Look through the data below for the string "setLineDash", and copy every line where it turns up.

■ ■ ■ ■ ■ ■ ■

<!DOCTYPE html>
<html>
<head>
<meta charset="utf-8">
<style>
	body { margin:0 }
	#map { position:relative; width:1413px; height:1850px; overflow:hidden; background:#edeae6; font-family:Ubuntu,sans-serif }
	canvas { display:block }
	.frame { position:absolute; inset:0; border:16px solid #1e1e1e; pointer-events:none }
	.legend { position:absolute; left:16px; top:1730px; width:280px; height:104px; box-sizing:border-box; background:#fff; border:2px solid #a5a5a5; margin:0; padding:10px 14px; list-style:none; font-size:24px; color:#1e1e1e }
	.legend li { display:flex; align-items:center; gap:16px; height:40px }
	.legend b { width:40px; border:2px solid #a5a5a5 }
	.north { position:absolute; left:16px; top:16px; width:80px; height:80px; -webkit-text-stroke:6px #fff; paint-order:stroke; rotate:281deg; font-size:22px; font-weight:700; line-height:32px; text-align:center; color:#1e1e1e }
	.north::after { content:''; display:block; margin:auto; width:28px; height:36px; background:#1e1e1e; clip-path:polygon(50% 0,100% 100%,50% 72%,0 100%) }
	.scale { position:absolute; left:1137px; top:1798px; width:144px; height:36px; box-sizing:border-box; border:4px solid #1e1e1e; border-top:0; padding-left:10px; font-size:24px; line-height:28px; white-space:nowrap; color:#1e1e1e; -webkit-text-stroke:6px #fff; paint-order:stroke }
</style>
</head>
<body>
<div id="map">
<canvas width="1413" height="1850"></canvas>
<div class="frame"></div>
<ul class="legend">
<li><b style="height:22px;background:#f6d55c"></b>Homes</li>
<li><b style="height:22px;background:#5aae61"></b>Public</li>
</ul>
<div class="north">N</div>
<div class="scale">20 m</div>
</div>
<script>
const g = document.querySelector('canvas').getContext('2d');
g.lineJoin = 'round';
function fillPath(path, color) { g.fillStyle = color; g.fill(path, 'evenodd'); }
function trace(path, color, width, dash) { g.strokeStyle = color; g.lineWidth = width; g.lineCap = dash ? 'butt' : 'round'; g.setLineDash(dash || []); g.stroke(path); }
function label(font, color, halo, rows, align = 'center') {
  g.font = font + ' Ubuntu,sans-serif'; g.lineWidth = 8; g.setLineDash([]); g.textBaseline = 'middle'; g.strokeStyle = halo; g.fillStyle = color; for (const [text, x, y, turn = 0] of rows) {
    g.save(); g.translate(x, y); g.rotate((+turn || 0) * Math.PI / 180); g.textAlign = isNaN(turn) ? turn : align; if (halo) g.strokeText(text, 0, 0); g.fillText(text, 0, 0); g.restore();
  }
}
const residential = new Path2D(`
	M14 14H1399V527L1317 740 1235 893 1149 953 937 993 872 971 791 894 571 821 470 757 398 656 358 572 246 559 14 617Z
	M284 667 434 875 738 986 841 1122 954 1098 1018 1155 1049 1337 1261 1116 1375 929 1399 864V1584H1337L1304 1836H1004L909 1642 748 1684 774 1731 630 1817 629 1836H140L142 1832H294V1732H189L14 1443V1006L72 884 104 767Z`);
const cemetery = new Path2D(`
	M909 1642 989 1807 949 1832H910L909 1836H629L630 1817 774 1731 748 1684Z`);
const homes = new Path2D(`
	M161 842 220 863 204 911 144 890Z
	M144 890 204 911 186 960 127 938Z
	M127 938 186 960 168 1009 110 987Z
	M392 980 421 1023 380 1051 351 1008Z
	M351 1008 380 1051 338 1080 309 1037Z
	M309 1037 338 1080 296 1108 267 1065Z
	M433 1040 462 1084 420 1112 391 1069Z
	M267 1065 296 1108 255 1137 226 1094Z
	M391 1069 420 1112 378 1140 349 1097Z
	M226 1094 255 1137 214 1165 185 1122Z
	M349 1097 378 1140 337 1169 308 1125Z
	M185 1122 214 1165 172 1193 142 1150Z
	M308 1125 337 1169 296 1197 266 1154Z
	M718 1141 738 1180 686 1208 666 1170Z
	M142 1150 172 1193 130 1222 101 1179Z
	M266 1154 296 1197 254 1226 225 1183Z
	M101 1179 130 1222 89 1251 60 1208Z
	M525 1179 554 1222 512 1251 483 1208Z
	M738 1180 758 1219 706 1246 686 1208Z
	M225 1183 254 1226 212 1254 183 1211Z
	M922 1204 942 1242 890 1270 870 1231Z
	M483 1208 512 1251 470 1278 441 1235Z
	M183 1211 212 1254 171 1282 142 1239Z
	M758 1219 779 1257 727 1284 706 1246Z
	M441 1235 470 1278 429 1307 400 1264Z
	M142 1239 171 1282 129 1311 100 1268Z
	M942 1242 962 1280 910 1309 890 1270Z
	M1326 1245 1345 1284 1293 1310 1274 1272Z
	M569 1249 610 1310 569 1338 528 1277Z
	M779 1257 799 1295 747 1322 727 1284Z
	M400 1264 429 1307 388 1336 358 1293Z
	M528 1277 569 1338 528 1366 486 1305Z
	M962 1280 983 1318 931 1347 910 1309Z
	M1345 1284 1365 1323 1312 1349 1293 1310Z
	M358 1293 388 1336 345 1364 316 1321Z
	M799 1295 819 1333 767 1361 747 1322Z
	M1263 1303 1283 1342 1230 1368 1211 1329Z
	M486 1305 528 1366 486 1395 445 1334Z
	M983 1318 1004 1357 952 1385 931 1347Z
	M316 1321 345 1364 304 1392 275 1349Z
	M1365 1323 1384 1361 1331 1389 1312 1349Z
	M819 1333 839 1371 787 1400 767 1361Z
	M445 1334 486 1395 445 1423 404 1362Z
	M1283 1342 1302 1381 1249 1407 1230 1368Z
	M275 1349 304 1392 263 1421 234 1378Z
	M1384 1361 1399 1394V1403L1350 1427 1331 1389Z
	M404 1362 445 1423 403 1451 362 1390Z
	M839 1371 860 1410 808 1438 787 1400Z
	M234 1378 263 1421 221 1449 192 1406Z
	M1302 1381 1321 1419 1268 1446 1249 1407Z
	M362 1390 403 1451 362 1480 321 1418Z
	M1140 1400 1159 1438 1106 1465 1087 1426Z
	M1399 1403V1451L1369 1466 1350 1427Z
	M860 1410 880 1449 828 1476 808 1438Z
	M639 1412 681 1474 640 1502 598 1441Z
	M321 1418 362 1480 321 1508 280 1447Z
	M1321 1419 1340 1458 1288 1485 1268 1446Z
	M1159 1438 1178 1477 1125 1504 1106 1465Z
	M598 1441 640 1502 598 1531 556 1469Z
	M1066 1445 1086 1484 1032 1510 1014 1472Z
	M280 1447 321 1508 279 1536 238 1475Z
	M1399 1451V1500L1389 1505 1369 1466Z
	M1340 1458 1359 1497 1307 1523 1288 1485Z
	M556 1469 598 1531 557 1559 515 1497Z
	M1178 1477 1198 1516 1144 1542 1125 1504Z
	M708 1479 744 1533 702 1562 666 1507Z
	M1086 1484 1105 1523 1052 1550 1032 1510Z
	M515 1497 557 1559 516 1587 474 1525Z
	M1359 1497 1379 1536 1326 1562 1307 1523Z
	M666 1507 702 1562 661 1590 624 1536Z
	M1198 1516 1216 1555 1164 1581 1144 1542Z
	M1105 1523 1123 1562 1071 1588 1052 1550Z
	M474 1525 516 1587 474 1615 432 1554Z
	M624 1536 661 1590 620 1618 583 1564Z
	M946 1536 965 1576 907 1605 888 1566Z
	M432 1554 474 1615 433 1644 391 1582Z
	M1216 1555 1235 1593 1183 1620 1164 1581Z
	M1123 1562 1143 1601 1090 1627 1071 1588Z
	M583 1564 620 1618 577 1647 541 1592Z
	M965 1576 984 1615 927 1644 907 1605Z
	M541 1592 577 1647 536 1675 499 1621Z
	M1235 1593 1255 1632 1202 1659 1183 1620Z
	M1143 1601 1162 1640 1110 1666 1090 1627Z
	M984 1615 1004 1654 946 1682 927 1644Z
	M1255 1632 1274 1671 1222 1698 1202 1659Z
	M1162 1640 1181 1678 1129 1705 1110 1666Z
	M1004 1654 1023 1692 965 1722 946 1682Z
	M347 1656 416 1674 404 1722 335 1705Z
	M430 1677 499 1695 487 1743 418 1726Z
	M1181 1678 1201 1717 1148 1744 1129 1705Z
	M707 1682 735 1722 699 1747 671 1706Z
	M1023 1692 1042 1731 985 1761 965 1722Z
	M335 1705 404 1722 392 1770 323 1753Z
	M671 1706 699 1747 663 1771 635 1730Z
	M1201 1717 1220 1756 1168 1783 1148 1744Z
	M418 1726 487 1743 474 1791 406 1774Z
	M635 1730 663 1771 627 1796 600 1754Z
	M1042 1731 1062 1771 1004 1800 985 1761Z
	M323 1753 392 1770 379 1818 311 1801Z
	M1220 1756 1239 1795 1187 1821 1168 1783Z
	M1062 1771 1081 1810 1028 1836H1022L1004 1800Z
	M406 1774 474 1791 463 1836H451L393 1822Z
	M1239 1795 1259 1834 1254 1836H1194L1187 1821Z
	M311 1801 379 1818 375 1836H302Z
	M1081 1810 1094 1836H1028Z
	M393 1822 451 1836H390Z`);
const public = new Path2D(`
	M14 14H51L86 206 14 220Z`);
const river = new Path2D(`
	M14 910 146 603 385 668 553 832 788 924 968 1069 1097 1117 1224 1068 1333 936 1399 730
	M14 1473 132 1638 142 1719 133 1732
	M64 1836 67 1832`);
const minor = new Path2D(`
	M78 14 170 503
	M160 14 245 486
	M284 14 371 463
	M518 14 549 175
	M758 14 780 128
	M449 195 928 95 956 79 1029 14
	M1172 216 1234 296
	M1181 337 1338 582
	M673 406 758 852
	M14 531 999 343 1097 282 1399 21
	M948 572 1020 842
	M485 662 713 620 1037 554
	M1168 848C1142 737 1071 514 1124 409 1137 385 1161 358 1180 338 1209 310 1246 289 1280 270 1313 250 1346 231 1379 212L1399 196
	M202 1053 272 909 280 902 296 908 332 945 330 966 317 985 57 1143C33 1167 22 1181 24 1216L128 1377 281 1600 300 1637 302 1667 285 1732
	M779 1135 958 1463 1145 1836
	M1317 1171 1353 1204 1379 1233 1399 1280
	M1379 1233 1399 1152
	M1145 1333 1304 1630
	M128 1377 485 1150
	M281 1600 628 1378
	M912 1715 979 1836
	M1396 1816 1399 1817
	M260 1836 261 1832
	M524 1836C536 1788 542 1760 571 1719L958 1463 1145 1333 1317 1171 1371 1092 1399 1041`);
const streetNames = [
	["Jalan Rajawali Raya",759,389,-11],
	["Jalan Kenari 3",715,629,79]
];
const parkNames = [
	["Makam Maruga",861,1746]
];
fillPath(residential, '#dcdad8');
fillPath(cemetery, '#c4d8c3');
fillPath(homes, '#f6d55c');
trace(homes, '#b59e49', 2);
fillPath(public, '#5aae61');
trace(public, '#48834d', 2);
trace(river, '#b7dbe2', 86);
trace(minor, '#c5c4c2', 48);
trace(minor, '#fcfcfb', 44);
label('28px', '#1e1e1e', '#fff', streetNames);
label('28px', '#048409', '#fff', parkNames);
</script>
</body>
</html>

■ ■ ■ ■ ■ ■ ■

# [The answer]
function trace(path, color, width, dash) { g.strokeStyle = color; g.lineWidth = width; g.lineCap = dash ? 'butt' : 'round'; g.setLineDash(dash || []); g.stroke(path); }
  g.font = font + ' Ubuntu,sans-serif'; g.lineWidth = 8; g.setLineDash([]); g.textBaseline = 'middle'; g.strokeStyle = halo; g.fillStyle = color; for (const [text, x, y, turn = 0] of rows) {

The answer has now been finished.